Na Unidade de Saúde, os profissionais comentavam sobre os tumultos que Adélia provocava cada vez que por lá aparecia, negando–se a esperar pelo atendimento e dirigindo–se a todos de maneira agressiva.

Em visita à sua casa…

A sala estava arrumada, as cadeiras cobertas com panos de estampas vivas. O cheiro do tecido novo anunciava que tudo fora previamente arrumado para nos receber. Na parede da sala havia uma cortina improvisada, de grandes flores coloridas, que o menino menor logo arrancou com um pequeno puxão. As paredes desnudas mostravam os buracos e os rebocos inacabados. Ela, cuidadosamente vestida e perfumada, começou a revelar suas feridas… Tem 42 anos, estudou até o quinto ano do ensino fundamental. São 11 pessoas numa casa com sala e banheiro. Revela que usa diazepam há dez anos e que a renda da família é em torno de quatrocentos reais, provenientes do programa bolsa – família e do trabalho de uma das filhas como diarista. O filho mais velho está em situação de dependência química e saiu de casa depois de ter agredido a irmã. À noite, Adélia imagina que ele esteja ao relento, enquanto ela e os outros dez dividem as cobertas. Sem pudores de mostrar a falta de vários dentes, alarga o sorriso ao falar do seu novo amor, o companheiro que lhe dá afeto “de vez em quando”. 

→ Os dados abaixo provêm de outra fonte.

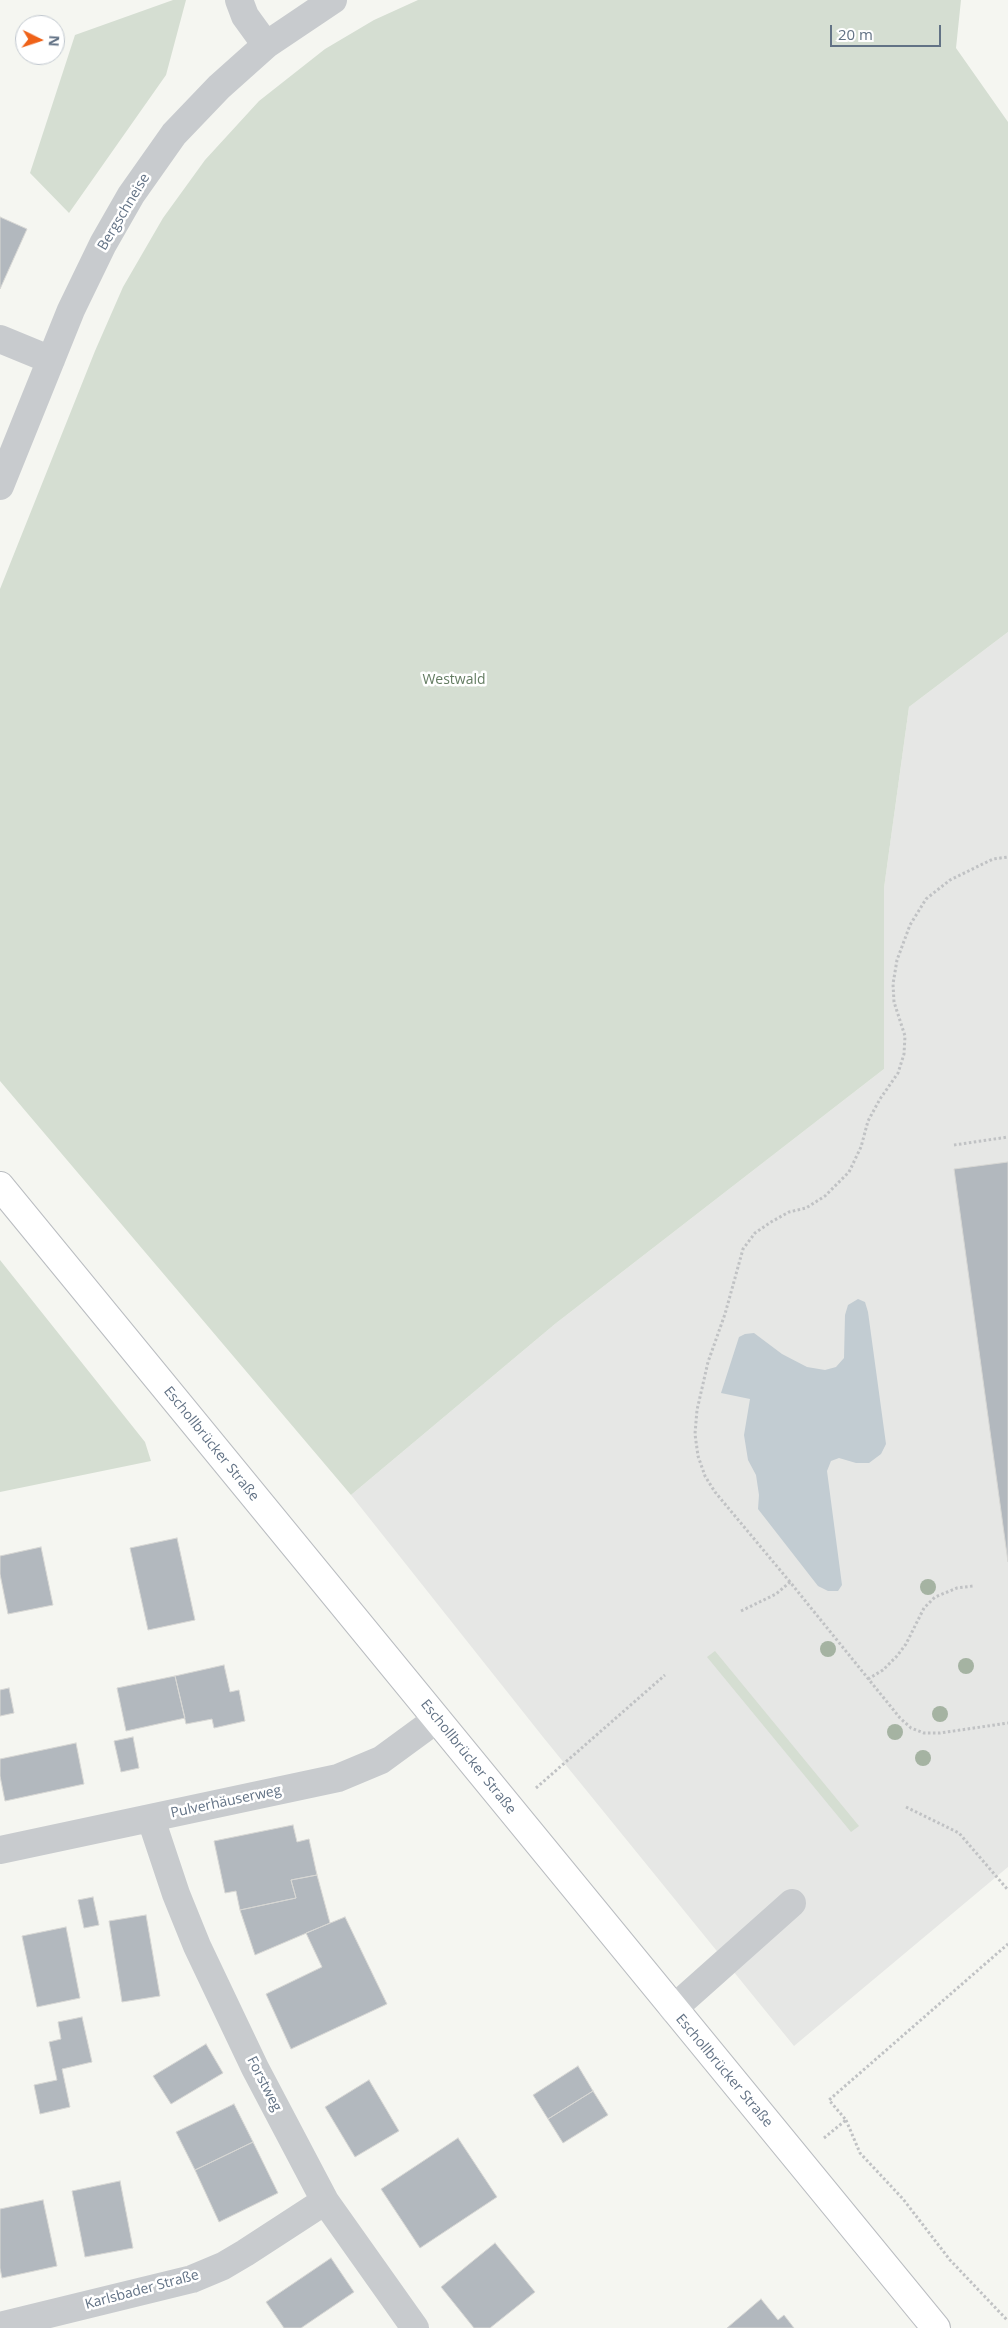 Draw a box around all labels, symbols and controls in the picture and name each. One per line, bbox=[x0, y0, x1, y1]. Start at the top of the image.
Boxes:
north arrow bbox=[15, 15, 65, 65]
scale bar bbox=[833, 15, 944, 47]
text: 20 m bbox=[838, 24, 873, 44]
text: N bbox=[45, 35, 64, 47]
street label: Bergschneise bbox=[94, 171, 154, 253]
park label: Westwald bbox=[422, 672, 486, 688]
street label: Eschollbrücker Straße bbox=[160, 1383, 262, 1505]
street label: Eschollbrücker Straße bbox=[417, 1696, 519, 1818]
street label: Pulverhäuserweg bbox=[169, 1782, 283, 1822]
street label: Eschollbrücker Straße bbox=[672, 2011, 776, 2131]
street label: Forstweg bbox=[243, 2054, 285, 2114]
street label: Karlsbader Straße bbox=[83, 2267, 201, 2313]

Quando a chuva começou a cair, a água escorria do teto em goteiras por toda a casa e ela nos puxou para um canto onde ficássemos protegidas da chuva. Lá fora, uma porta quebrada sobre latas velhas funcionava como um tobogã para os netos que, agarrados uns aos outros e entre gritos e risos, caíam nas poças de água deixadas pela chuva.

"Quando eu me aperreio muito, eu tenho que sair de dentro de casa. Às vezes eu saio com o menor puxando pela mão, vou bater lá na Avenida das Fronteiras, só andando […]. Esqueço até do tempo! Volto pra casa quando todos estão dormindo, aí já me sinto outra” (Adélia).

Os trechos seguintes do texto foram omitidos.